先日会ったばかりの友人に、別の用件を思い出したのでハガキを書きました。「この間は失礼しました。・・・ 」と書き出して、ふと気付きました。「 このあいだ」を「 この間 」と漢字で書くと、「 このかん 」と読まれて、 意味が違って
きます。これは、ひらがなで書かないとまずいようです。

そもそも「 このあいだ 」とは、何時のことでしょうか?
[ 日本語・語感の辞典 (中村 明著・岩波書店) ] によると、「 数日から数ヶ月前を指す 」 とあります。

「 ついこのあいだ 」と言えば、数日前でしょう。「 ずいぶん日が経ったけど、このあいだの話はどうなった? 」となると、数ヶ月前でしょうか。

余談ですが、以前に若い人たちの会話を耳にしたことがありました。彼らは、
こないだ と言っていました。


「このあいだ」を別のことばで表現すると、どうなるでしょう?  [ 日本語・語感の辞典 ] で調べてみました。

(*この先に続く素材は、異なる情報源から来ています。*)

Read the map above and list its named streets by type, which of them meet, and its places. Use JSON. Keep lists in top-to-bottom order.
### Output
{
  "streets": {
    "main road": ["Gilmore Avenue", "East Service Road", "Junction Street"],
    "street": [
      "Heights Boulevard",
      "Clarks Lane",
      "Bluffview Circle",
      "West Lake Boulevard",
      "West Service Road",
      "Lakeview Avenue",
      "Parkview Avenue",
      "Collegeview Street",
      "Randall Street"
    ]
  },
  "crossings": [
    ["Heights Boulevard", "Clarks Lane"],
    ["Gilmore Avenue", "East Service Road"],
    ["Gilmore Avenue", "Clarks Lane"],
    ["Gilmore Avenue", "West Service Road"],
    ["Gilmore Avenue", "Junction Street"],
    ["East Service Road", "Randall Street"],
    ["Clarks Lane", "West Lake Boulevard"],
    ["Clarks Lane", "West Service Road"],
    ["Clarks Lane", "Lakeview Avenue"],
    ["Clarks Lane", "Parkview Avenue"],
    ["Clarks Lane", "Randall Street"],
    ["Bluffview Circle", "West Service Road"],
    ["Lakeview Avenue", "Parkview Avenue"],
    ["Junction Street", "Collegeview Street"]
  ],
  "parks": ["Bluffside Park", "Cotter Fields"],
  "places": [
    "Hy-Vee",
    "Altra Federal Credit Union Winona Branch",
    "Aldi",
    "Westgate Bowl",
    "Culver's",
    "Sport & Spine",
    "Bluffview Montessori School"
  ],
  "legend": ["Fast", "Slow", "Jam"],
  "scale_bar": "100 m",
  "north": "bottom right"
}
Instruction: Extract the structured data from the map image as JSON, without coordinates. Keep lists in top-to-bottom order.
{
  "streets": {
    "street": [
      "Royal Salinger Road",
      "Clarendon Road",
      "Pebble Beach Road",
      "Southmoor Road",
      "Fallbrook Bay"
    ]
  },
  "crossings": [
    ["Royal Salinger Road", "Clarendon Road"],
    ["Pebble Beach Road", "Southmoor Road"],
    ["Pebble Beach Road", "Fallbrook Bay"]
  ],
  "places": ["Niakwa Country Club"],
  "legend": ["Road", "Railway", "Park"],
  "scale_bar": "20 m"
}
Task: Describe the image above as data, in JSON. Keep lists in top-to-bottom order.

このあいだの類義語  (下段の3語は「 読み比べるように 」という註がある)

いちじ ・ 過日 ・ 先頃 ・ 先日
せんだって ・ 先般 ・ 一頃(ひところ)


中村 明 氏は、「 語感辞典 」の序文に、こんなことを書かれています。

 表現したい何かがはじめから明確なことばの形で存在することはめったにない。ほのぼのとした感情が胸に広がるとしよう。「うれしい」ということばしか頭に浮かばない人は、ためらわずにそう書く。「楽しい」ということばも頭に浮かぶ人は、どちらが適切かを考え、好ましいことが起こったのを知った瞬間に始まる喜びであれば「うれしい」を選び、実際の行動をとおして継続的に感じる満ち足りた快さであれば「楽しい」を選ぶはずだ。ある人はさらに「喜ばしい」「愉快だ」「痛快だ」といったことばを含めた中から最適の一語を探すだろう。同じ「喜び」であっても、その多様なあり方を「わく」「みなぎる」「こみあげる」「ほとばしる」と描き
分ける。
 ことばを選び、表現を練るのは、ことばをいじりまわすことではない。文章を飾って知識をひけらかすためでもない。表現しようとする対象のひだに分け
入り、実際のイメージに接近しようとする努力なのだ。



ことばを一つ選ぶだけでも、日本語には奥深い意義があります。